May's reading took me all over the place:
Seat of the Soul and Soul Stories were both written
by Gary Zukav. The former was published in 1989, the latter
in 2000. I had seen the author speak and found his message to
be both appealing and captivating. I brought Soul Stories
with me but had never read The Seat of the Soul.
Then, there it was, on the shelf of the Peace Corps Transit
House in Praia, Cape Verde when I was there on vacation.
The PCV libraries are a wonderful asset of our program. We can
use the give-one/take-one approach or just take books and then
pass them around. I have passed along to other Volunteers most
of the books I brought with me, and I am keeping that flow going.

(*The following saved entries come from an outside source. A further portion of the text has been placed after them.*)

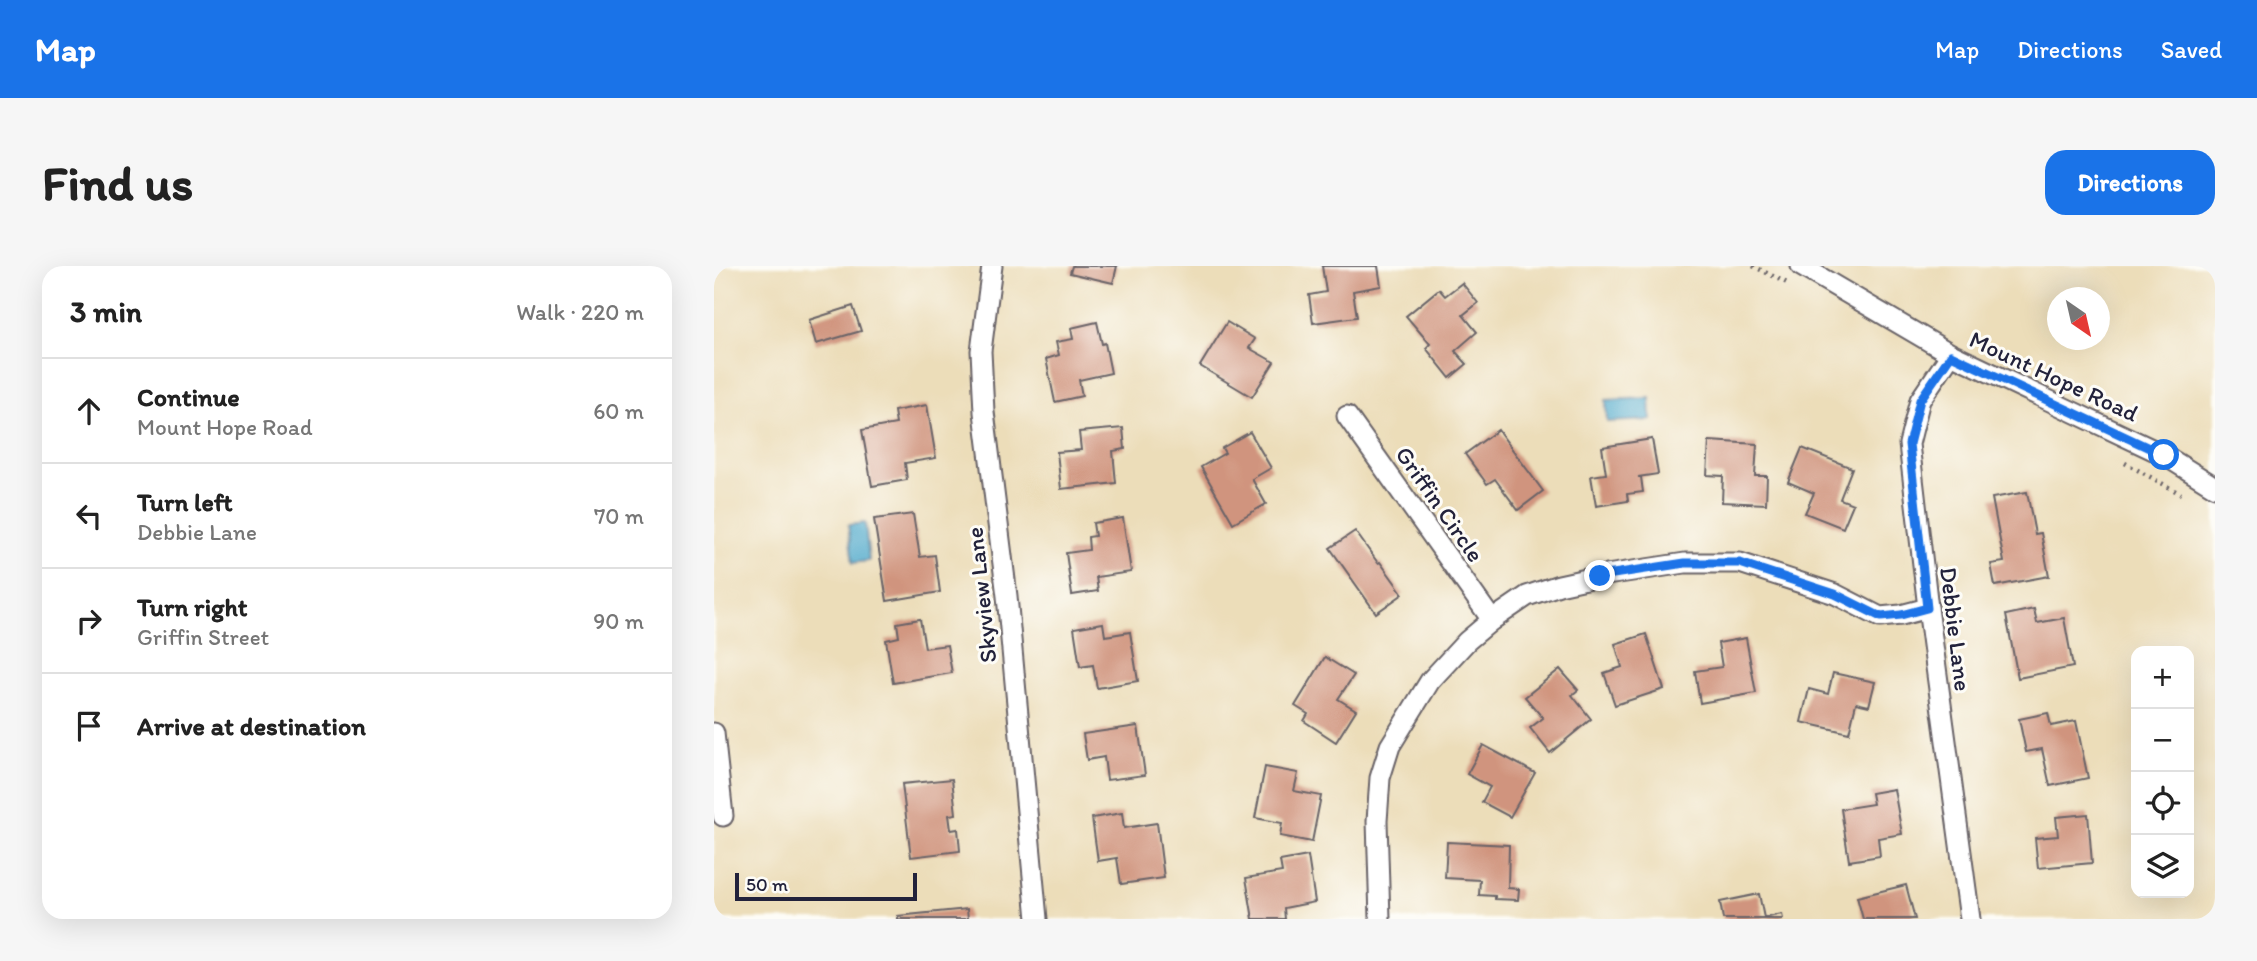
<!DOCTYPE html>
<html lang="en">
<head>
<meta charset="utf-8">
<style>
	:root { --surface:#fff; --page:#f6f6f6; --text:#222; --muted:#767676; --line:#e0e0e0; --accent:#1a73e8 }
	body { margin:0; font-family:Itim,sans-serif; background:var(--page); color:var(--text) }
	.controls { position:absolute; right:21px; bottom:21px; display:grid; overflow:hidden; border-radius:14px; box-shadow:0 7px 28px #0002 }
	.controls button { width:63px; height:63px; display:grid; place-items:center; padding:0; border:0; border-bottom:2px solid var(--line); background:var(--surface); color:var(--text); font:35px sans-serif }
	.compass { position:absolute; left:1333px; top:21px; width:63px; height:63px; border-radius:50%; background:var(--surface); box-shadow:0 7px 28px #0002; rotate:146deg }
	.scale { position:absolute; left:21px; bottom:18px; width:182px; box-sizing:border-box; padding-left:7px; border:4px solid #22223b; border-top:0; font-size:19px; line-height:24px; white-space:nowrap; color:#22223b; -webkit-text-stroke:5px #fdfcf7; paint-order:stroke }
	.stop { position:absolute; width:21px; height:21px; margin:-16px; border:5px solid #1a73e8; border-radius:50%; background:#fff }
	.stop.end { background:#1a73e8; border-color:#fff; box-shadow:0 2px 7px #0008 }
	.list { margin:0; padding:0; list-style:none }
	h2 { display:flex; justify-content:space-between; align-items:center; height:91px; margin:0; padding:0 28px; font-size:30px }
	h2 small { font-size:23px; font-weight:400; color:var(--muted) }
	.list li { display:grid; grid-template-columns:46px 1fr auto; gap:21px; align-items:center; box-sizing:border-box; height:105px; padding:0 28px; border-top:2px solid var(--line) }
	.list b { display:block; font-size:26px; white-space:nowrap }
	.list p { margin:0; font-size:23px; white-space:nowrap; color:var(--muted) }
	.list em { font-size:23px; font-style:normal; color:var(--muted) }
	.icon { flex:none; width:38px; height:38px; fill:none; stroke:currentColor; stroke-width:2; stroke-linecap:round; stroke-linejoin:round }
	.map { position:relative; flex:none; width:1501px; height:653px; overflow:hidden; border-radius:21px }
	header { display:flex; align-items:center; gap:42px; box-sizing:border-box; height:98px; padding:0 35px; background:var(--accent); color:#fff }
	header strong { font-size:33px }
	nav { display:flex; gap:38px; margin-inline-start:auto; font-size:24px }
	.intro { display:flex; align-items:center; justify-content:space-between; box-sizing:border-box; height:168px; padding:0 42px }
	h1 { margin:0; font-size:49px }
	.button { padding:18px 32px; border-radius:21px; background:var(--accent); color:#fff; font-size:24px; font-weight:700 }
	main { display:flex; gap:42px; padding:0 42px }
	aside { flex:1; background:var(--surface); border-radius:21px; box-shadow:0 7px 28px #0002 }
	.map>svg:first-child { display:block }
</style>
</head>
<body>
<header>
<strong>Map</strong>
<nav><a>Map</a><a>Directions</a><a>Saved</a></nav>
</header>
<div class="intro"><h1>Find us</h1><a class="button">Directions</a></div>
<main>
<aside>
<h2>3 min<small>Walk · 220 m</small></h2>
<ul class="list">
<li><svg class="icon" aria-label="ahead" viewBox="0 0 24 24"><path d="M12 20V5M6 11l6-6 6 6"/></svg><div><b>Continue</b><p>Mount Hope Road</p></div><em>60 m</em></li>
<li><svg class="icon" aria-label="left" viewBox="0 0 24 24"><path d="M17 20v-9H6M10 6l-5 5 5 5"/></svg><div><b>Turn left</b><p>Debbie Lane</p></div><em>70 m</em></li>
<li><svg class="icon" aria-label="right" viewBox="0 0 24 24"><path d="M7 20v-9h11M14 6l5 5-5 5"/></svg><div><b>Turn right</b><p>Griffin Street</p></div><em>90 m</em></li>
<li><svg class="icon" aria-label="arrive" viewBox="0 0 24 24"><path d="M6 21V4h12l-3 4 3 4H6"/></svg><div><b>Arrive at destination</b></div></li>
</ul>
</aside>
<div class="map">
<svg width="1501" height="653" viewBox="0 0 1501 653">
	<rect width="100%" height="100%" fill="#fdfcf7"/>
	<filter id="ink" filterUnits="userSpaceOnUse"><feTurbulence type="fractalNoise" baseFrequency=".0143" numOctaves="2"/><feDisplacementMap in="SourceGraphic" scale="14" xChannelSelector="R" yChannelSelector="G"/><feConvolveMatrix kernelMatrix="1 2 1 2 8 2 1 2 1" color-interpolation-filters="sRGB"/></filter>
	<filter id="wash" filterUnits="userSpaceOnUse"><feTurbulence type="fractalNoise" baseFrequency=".00686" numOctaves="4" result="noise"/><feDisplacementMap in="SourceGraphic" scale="28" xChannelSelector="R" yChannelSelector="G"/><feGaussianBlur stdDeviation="1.57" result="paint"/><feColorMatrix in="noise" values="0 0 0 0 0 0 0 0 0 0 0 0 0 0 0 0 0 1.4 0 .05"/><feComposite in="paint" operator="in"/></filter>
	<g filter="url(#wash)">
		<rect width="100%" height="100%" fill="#ecddb9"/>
		<!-- water -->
		<g fill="#4ca7ca" stroke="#376482" stroke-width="2">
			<path d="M 936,132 L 937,154 L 893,156 L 892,134 Z"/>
			<path d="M 151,257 L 155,295 L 139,297 L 134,259 Z"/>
		</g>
		<g id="blocks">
			<!-- building -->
			<g fill="#d0947e">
				<path d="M 358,0 L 403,0 L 399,17 L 356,7 Z"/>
				<path d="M 608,0 L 664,0 L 667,20 L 639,25 L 643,51 L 599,57 L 595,29 L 612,26 Z"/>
				<path d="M 748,17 L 764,37 L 749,49 L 763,66 L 741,85 L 753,98 L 736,112 L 712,82 L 716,78 L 692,50 L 725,23 L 731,30 Z"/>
				<path d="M 139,40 L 147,65 L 102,78 L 95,54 Z"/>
				<path d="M 383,56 L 388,78 L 391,77 L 397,107 L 365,114 L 368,130 L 341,136 L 332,93 L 345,89 L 342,76 L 359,73 L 357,62 Z"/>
				<path d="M 513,56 L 541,73 L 535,82 L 560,96 L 538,131 L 486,100 Z"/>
				<path d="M 213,139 L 222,192 L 191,197 L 193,214 L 158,220 L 148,164 L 182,158 L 180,145 Z"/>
				<path d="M 409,162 L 411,183 L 399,185 L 402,217 L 347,223 L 343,186 L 367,184 L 365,166 Z"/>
				<path d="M 784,164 L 829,225 L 804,244 L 781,213 L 773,218 L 751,188 Z"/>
				<path d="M 536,166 L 557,202 L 538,213 L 552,238 L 519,257 L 487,201 L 511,187 L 508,182 Z"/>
				<path d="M 938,173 L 944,208 L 924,211 L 927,211 L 929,226 L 913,228 L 914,235 L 882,240 L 877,210 L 892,208 L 888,181 Z"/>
				<path d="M 995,175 L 1043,178 L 1041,210 L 1053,210 L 1052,238 L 1008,236 L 1009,210 L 993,209 Z"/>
				<path d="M 1088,182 L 1138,202 L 1126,233 L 1139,238 L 1129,262 L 1091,247 L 1100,227 L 1074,216 Z"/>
				<path d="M 1313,226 L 1321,268 L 1327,267 L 1335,310 L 1281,320 L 1277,298 L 1290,296 L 1278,232 Z"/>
				<path d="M 199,248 L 206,291 L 221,289 L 226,326 L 173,335 L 160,253 Z"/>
				<path d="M 409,252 L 417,306 L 382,311 L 384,325 L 358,329 L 352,287 L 375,284 L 374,271 L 381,270 L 379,257 Z"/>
				<path d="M 641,265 L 664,297 L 666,296 L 689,328 L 662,347 L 616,282 Z"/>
				<path d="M 1320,343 L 1323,357 L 1350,352 L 1359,401 L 1304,412 L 1292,349 Z"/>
				<path d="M 206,353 L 211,382 L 233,379 L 238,407 L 179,417 L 172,374 L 185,371 L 183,357 Z"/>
				<path d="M 389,357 L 391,370 L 416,366 L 424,415 L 383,422 L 379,399 L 366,401 L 360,362 Z"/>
				<path d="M 932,368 L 950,423 L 901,439 L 890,407 L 908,401 L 901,378 Z"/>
				<path d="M 1032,372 L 1042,427 L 986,437 L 981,405 L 1008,401 L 1004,377 Z"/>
				<path d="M 611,391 L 640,409 L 624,433 L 642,444 L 622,476 L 590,455 L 594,448 L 581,440 Z"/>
				<path d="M 846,403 L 864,424 L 858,429 L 877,453 L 836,487 L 816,462 L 829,452 L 811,431 Z"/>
				<path d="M 1119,407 L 1161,416 L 1155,440 L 1142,437 L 1135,467 L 1087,456 L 1095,423 L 1114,428 Z"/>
				<path d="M 1334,447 L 1337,460 L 1362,455 L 1374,512 L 1336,520 L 1328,483 L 1312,486 L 1305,453 Z"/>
				<path d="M 424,460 L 431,509 L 393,514 L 390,491 L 373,494 L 369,468 Z"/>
				<path d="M 769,479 L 821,507 L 796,551 L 768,536 L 776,521 L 753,508 Z"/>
				<path d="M 551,501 L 584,507 L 580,525 L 607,530 L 598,576 L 566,570 L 568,557 L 541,552 Z"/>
				<path d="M 238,513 L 242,548 L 235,549 L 237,564 L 244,563 L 246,585 L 197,591 L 188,518 Z"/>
				<path d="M 1180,523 L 1188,568 L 1164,572 L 1166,590 L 1135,595 L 1127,543 L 1159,538 L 1157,527 Z"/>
				<path d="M 408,547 L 410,562 L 443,557 L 450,612 L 407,618 L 403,592 L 384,595 L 378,552 Z"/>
				<path d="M 1374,548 L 1378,597 L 1324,602 L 1321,572 L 1344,570 L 1342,551 Z"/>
				<path d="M 733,576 L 795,579 L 794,622 L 805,623 L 804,634 L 781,633 L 781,630 L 765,629 L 766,614 L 731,612 Z"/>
				<path d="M 594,590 L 601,636 L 570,642 L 571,653 L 539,653 L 532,612 L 568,606 L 566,595 Z"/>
				<path d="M 1192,619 L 1201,653 L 1149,653 L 1143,631 Z"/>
				<path d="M 1045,628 L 1050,652 L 1068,648 L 1069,653 L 1009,653 L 1006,636 Z"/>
				<path d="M 253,643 L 254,653 L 184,653 L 184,650 Z"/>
			</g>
		</g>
	</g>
	<g filter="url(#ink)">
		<use href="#blocks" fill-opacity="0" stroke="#696367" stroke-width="2"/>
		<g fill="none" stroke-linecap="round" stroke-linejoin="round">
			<!-- street casing -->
			<g stroke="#696367" stroke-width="23">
				<g id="street">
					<path d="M 278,0 L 267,85 L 270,146 L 293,330 L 323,653"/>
					<path d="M 1087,0 L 1237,88 L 1450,189 L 1501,221"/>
					<path d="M 1237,88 L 1206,134 L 1195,178 L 1214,342 L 1256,653"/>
					<path d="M 633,150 L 778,354"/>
					<path d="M 0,467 L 9,550"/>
					<path d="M 666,653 L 663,555 L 666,512 L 676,480 L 716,415 L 753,375 L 778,354 L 813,330 L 845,319 L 886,310 L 971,297 L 1026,297 L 1121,328 L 1166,351 L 1187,349 L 1214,342"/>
				</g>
			</g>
			<!-- path -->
			<g stroke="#696367" stroke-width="4.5" stroke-dasharray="2 5" stroke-linecap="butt">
				<path d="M 1039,0 L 1073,17"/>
				<path d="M 1411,197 L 1467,228"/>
			</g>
			<!-- street -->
			<use href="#street" stroke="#fff" stroke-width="19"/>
		</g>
	</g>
	<g fill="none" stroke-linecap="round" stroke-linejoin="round" filter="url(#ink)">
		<!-- route -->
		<path stroke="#1a73e8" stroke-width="9" d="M 886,310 L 971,297 L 1026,297 L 1121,328 L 1167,351 L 1187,349 L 1213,342 L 1195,178 L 1206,134 L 1237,89 L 1450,189"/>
	</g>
	<g text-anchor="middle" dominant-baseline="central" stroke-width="6" stroke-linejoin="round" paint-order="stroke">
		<!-- street labels -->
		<g font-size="24" fill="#22223b" stroke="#fdfcf7">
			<text transform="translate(1340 110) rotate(25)">Mount Hope Road</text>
			<text transform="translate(726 238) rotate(55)">Griffin Circle</text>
			<text transform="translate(267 329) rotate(-96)">Skyview Lane</text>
			<text transform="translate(1242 363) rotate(83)">Debbie Lane</text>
		</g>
	</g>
</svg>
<div class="controls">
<button>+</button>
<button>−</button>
<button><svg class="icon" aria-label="locate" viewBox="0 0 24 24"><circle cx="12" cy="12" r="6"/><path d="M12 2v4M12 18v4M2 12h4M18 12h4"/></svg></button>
<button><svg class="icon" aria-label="layers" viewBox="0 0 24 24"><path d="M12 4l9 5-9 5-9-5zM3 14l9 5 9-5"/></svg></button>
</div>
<svg class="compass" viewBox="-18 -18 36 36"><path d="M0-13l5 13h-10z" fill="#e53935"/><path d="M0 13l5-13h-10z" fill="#767676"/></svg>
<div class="scale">50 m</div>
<div class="stop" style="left:1450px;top:189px"></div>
<div class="stop end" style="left:886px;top:310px"></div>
</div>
</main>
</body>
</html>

I couldn't help but believe that one of the reasons that I was
brought to the Transit House in Praia was to give me the opportunity
to read The Seat of the Soul.
enjoyed both books tremendously. Zukav's primary message is
that we need to live in harmony, sharing, cooperation, and with
reverence for life. He believes that we are in a period of human
growth now during which many people are learning in a multisensory
fashion, having experiences of enlightenment through channels
other than the five senses.
In Orchid Fever: A Horticultural Tale of Love, Lust, and
Lunacy, Eric Hansen enters a society of which I was previously
unaware: the world of orchid enthusiasts. He meets and describes
people who collect, grow, sell, observe, and create new species
of orchids. I was surprised to read of the lengths that some
people go in order to maintain their devotion and addiction
to these flowers.
Shifra Horn moved to Japan when her husband was sent there to
work in the Israeli embassy. The result was Shalom, Japan,
a delightful book that helped me to remember my own visits there
and enjoyment of many things Japanese. Her descriptions are
accurate and peppered with humorous stories to illustrate how
she learned much of the ways of a culture that had previously
been foreign to her.
The Ponds of Kalambayi is a Peace Corps book by Mike
Tidwell, who was a fisheries Volunteer in Zaire in the late
1980's. It's a wonderful tale of the way this foreigner moves
to a remote and destitute region and slowly gains the confidence
of the villagers, helping them to dig and create ponds in which
they can grow the fish that they need to augment their diet
In Equator: A Journey, Thurston Clarke makes a trip around
the world by staying as close to the equator as possible. Getting
from one point to the next sometimes meant trips that took him
far from the equator. He writes with humor, intelligence, and
thoughtfulness to his subject, including just enough information
about the political and social climate of each locale. The book
is populated with a selection of oddballs and characters who
helped to keep my attention throughout.